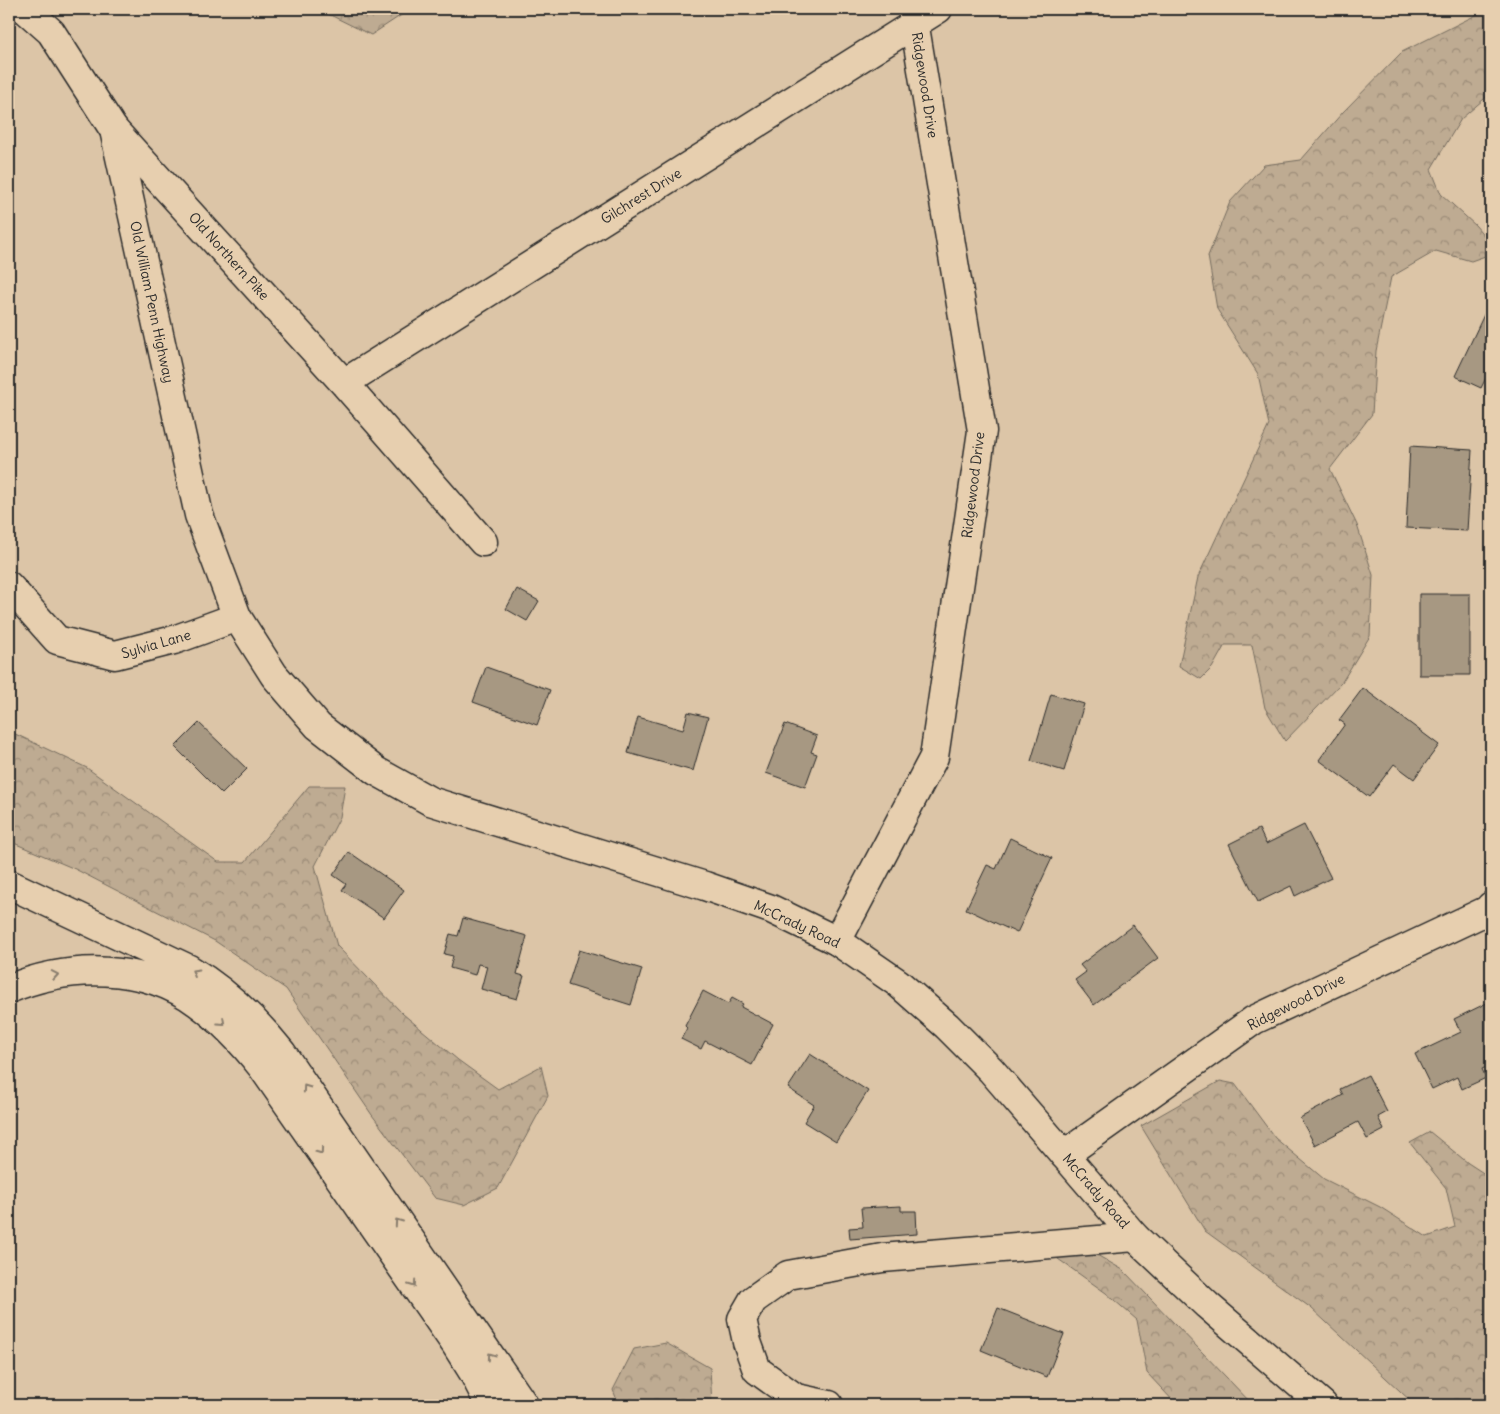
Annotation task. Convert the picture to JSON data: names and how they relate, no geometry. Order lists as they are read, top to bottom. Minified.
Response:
{"streets":{"main road":["Ridgewood Drive","Gilchrest Drive","Old Northern Pike","Old William Penn Highway","Sylvia Lane","McCrady Road"]},"crossings":[["Ridgewood Drive","Gilchrest Drive"],["Ridgewood Drive","McCrady Road"],["Gilchrest Drive","Old Northern Pike"],["Old Northern Pike","Old William Penn Highway"],["Old William Penn Highway","Sylvia Lane"],["Old William Penn Highway","McCrady Road"],["Sylvia Lane","McCrady Road"]]}
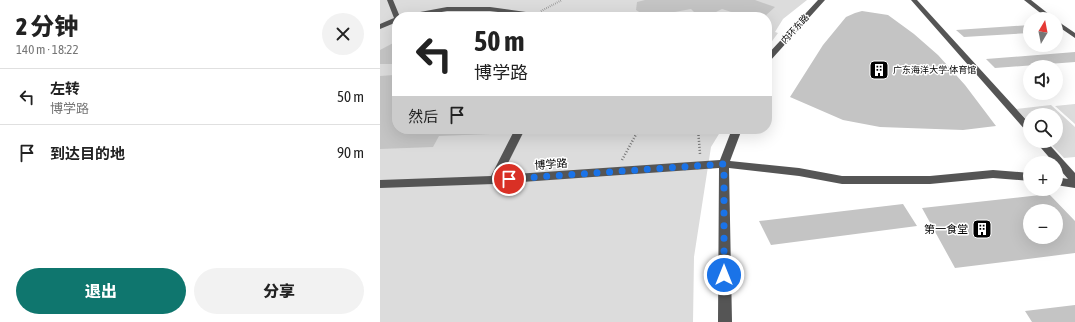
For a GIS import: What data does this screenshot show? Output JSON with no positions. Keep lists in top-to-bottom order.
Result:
{
  "streets": {
    "street": ["内环东路", "博学路"]
  },
  "places": {
    "building": ["广东海洋大学-体育馆", "第一食堂"]
  },
  "north": "top",
  "page": {
    "heading": ["2 分钟", "140 m · 18:22"],
    "map_buttons": ["+", "−"],
    "turn": ["50 m", "博学路"],
    "list": [
      {
        "name": "左转",
        "note": "博学路",
        "value": "50 m"
      },
      {
        "name": "到达目的地",
        "value": "90 m"
      }
    ],
    "then": "然后",
    "buttons": ["退出", "分享"]
  }
}
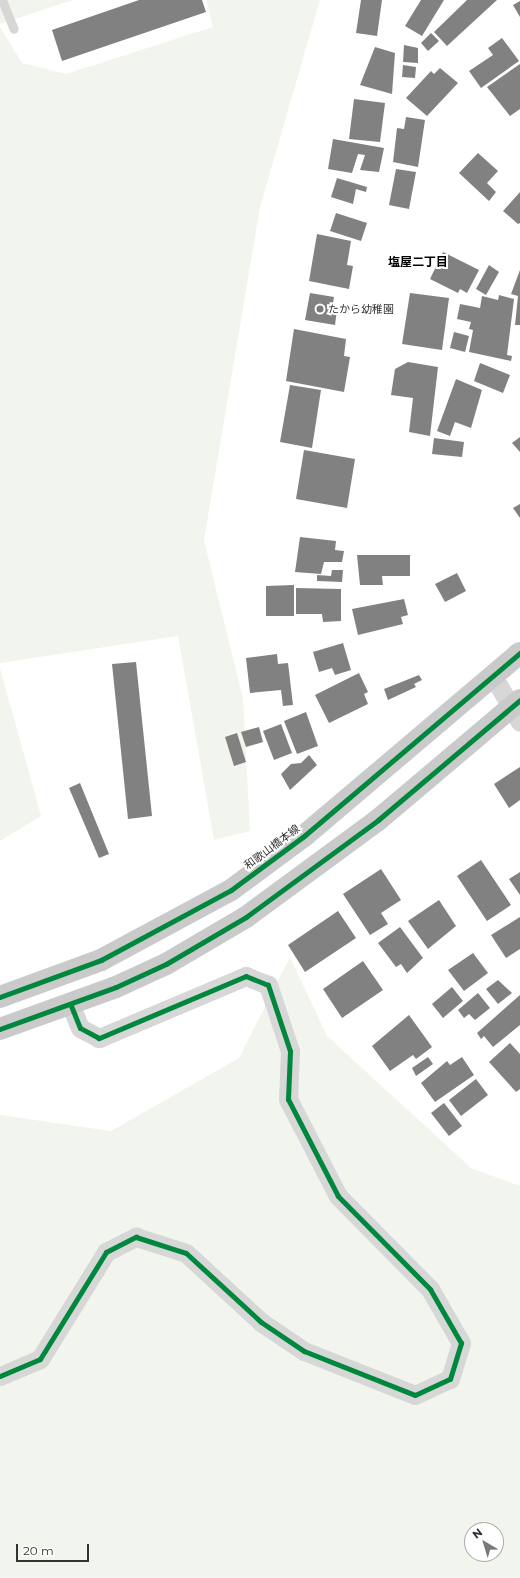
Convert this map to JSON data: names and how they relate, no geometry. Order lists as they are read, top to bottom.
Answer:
{
  "streets": {
    "main road": ["和歌山橋本線"]
  },
  "districts": ["塩屋二丁目"],
  "places": ["たから幼稚園"],
  "scale_bar": "20 m",
  "north": "top left"
}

· · ·

TASK INSTRUCTIONS:
Omit the pictures, then extract verbatim only those lines that fall between the line containing "For a GIS import: What" and the final line of the records above, both included.

ANSWER TO THIS EXERCISE:
For a GIS import: What data does this screenshot show? Output JSON with no positions. Keep lists in top-to-bottom order.
Result:
{
  "streets": {
    "street": ["内环东路", "博学路"]
  },
  "places": {
    "building": ["广东海洋大学-体育馆", "第一食堂"]
  },
  "north": "top",
  "page": {
    "heading": ["2 分钟", "140 m · 18:22"],
    "map_buttons": ["+", "−"],
    "turn": ["50 m", "博学路"],
    "list": [
      {
        "name": "左转",
        "note": "博学路",
        "value": "50 m"
      },
      {
        "name": "到达目的地",
        "value": "90 m"
      }
    ],
    "then": "然后",
    "buttons": ["退出", "分享"]
  }
}
Convert this map to JSON data: names and how they relate, no geometry. Order lists as they are read, top to bottom.
Answer:
{
  "streets": {
    "main road": ["和歌山橋本線"]
  },
  "districts": ["塩屋二丁目"],
  "places": ["たから幼稚園"],
  "scale_bar": "20 m",
  "north": "top left"
}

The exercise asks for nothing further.